Entries shown below:

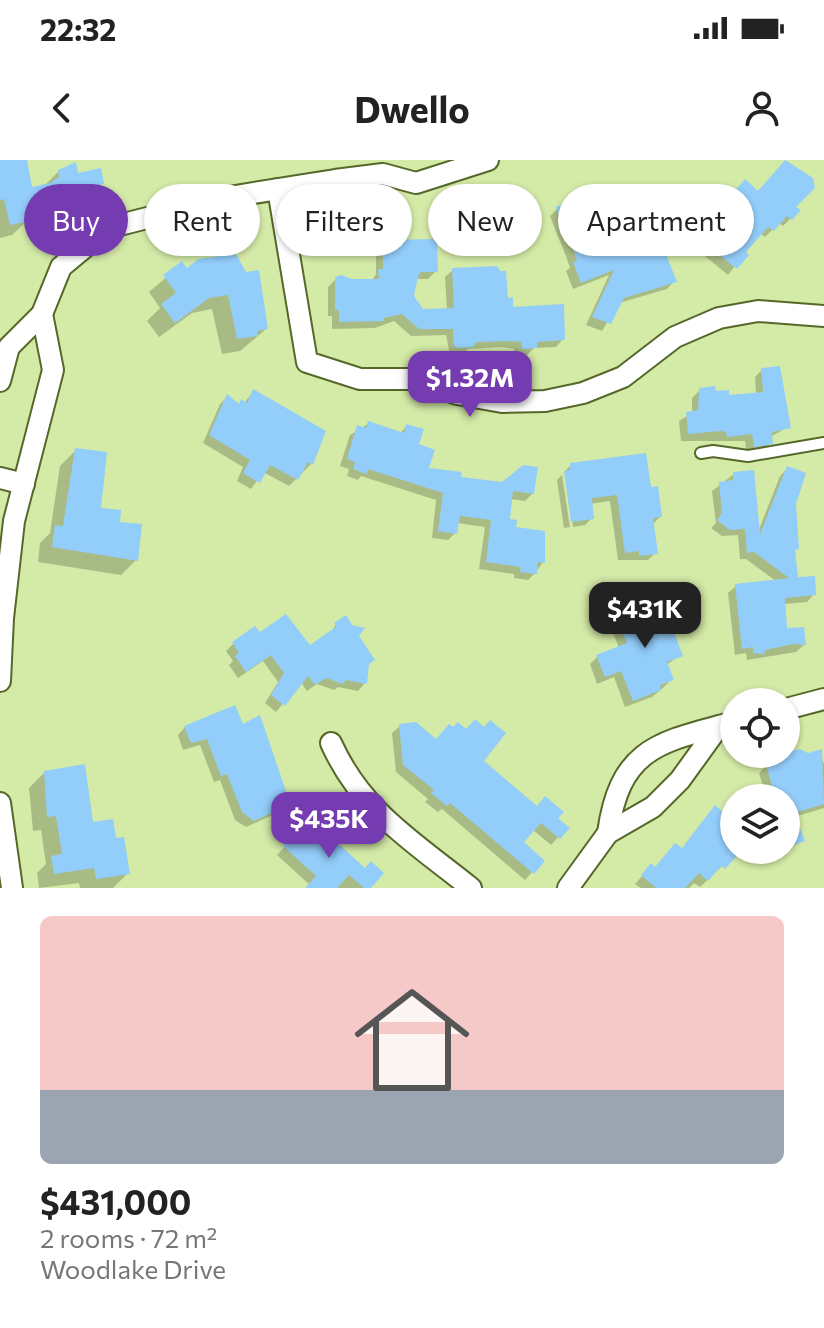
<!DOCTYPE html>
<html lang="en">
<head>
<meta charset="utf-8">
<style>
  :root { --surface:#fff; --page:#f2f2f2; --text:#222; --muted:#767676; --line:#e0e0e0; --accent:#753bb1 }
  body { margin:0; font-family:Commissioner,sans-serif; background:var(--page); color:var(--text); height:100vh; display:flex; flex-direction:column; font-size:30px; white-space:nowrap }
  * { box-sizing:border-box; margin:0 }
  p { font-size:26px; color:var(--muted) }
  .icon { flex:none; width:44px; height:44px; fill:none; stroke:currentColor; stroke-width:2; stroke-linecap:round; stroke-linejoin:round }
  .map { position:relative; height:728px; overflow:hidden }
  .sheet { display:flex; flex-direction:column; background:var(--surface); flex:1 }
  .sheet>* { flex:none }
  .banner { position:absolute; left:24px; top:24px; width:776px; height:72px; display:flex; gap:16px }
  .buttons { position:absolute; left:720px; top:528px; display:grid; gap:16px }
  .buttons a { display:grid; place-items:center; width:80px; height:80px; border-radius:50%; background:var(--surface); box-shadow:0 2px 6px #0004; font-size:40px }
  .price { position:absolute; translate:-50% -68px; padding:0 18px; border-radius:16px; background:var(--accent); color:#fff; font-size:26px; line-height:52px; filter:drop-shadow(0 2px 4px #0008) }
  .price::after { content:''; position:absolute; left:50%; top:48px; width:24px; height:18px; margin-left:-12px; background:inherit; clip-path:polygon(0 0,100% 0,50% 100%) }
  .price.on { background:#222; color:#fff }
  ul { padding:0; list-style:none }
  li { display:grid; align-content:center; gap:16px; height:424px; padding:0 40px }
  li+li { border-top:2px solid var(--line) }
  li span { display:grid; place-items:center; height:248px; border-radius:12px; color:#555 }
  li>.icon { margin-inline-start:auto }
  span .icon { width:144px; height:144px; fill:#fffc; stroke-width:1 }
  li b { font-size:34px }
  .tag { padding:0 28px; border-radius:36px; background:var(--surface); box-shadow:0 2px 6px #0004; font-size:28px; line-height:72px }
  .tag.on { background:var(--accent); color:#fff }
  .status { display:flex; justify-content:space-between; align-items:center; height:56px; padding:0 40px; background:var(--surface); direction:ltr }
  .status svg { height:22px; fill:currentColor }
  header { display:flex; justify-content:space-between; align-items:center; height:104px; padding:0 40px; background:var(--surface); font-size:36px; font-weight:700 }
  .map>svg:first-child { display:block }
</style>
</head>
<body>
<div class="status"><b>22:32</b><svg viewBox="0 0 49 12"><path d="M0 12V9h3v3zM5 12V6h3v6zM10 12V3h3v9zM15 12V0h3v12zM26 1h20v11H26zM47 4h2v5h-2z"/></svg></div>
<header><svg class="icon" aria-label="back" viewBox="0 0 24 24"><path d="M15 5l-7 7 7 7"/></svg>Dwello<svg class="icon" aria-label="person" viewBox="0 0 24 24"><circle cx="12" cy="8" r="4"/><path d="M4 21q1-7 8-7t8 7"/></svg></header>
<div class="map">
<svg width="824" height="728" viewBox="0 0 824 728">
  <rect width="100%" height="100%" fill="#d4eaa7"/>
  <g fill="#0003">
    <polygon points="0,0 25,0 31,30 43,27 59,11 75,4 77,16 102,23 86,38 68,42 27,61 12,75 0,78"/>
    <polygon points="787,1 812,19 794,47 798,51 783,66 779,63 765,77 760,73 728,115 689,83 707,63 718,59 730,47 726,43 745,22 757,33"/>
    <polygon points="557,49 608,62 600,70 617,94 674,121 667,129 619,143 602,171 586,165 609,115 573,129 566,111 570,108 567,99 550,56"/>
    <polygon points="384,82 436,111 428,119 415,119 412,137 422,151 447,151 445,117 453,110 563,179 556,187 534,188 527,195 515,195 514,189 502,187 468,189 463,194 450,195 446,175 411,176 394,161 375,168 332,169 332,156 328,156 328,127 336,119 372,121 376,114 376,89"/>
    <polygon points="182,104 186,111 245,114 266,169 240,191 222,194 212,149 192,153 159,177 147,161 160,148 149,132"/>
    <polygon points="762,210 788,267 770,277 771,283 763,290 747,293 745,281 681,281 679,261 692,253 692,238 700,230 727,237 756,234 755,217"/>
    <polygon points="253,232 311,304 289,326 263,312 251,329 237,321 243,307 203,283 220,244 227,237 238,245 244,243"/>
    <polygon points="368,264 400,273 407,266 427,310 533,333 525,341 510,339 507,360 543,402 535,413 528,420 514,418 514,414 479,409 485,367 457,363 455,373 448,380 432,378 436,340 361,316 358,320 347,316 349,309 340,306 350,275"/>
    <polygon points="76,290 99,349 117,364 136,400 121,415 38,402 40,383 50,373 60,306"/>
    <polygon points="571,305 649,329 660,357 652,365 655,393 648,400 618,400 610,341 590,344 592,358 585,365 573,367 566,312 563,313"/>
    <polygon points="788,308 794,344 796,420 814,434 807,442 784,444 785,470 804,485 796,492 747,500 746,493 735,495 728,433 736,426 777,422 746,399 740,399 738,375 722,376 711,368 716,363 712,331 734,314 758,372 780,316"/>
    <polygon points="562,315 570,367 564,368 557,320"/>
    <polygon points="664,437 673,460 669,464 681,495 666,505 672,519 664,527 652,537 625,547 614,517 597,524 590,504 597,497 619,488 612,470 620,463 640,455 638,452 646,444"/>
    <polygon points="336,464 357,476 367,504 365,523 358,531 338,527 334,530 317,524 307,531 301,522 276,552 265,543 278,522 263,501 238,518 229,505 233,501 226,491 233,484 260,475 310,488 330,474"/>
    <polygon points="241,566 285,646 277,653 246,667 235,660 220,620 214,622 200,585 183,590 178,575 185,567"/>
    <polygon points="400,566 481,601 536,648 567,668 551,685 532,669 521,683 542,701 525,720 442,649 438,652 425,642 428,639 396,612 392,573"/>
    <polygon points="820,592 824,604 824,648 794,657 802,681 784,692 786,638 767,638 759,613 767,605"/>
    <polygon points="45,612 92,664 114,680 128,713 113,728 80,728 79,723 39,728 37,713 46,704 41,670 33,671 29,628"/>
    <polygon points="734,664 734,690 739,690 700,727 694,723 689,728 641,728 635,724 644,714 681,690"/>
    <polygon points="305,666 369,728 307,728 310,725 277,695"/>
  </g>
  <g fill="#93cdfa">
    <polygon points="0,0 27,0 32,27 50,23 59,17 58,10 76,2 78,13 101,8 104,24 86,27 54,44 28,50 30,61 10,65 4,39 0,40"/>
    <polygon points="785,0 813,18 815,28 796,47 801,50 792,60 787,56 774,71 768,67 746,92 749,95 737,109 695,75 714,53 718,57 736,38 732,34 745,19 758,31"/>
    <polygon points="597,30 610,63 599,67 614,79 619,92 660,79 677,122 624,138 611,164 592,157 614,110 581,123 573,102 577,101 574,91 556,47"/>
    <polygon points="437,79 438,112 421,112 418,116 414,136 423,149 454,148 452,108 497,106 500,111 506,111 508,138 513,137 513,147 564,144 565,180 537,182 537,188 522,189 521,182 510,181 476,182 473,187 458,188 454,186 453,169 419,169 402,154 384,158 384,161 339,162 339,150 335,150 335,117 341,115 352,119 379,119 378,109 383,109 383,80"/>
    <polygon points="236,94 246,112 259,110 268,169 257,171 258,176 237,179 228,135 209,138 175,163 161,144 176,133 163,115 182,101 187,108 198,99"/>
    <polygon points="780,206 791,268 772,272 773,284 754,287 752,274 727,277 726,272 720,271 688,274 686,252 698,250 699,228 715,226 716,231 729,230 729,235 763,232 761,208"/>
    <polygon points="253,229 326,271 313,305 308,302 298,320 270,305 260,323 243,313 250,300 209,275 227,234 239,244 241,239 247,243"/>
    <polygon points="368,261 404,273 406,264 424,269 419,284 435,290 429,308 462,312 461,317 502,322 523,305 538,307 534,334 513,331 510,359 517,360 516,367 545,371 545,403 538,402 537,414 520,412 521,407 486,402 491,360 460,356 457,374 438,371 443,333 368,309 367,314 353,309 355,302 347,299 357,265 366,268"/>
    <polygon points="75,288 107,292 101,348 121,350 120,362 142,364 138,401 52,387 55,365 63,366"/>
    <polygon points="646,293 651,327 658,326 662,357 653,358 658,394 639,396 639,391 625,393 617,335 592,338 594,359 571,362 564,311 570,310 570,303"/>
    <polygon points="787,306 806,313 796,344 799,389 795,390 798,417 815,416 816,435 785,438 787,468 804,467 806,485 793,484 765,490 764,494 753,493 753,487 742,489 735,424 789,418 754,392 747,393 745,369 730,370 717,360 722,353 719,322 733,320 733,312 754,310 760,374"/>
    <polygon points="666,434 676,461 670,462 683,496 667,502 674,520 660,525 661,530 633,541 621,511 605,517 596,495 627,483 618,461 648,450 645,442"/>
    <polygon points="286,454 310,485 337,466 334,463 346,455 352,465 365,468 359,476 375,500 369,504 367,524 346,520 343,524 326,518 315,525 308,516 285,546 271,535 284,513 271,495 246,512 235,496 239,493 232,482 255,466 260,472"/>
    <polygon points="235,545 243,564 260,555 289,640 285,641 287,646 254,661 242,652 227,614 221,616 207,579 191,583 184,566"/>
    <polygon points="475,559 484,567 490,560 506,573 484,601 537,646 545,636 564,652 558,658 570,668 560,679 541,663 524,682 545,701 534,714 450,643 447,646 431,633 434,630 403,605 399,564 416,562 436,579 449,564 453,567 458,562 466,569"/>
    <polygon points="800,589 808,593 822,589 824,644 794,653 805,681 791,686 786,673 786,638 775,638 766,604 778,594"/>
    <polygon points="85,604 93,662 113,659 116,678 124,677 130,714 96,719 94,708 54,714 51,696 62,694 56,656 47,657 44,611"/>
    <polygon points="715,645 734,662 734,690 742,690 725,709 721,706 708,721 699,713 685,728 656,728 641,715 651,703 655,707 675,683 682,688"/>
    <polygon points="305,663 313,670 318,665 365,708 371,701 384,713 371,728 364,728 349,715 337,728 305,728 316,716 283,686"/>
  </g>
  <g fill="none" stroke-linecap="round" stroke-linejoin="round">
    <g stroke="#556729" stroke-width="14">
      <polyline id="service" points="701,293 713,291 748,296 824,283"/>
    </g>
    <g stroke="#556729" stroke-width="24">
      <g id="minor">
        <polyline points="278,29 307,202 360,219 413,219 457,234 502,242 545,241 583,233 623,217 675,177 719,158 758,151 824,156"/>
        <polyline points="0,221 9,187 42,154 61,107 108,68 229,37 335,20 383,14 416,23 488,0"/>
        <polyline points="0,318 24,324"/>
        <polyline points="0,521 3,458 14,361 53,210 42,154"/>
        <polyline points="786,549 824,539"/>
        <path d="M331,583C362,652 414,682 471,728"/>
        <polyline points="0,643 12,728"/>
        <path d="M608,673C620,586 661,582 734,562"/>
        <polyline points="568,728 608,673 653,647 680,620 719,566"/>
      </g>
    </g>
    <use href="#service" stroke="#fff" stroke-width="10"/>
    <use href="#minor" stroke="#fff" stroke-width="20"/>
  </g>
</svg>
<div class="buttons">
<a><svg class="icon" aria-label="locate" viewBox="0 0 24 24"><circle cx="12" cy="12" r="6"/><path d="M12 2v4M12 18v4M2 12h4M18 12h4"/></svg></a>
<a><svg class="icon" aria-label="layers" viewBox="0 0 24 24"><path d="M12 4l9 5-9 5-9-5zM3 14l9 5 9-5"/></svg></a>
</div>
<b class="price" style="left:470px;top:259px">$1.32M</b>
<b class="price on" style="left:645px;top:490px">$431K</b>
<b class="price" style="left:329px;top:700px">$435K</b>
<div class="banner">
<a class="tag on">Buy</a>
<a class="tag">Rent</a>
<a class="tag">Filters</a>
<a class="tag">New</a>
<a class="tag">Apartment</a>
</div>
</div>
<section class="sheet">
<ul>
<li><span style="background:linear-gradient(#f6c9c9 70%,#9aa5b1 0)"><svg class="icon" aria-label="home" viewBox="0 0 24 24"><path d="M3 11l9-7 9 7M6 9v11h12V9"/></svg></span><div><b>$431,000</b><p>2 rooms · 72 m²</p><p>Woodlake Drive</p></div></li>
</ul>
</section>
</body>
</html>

End of Entries shown.

- **Task details**: Above are the records. Copy the lines beginning at the one that has "position:absolute; left:24px; top:24px;" and ending with the one that has "display:grid; place-items:center; width:80px;", unchanged.

- **Response box**:
  .banner { position:absolute; left:24px; top:24px; width:776px; height:72px; display:flex; gap:16px }
  .buttons { position:absolute; left:720px; top:528px; display:grid; gap:16px }
  .buttons a { display:grid; place-items:center; width:80px; height:80px; border-radius:50%; background:var(--surface); box-shadow:0 2px 6px #0004; font-size:40px }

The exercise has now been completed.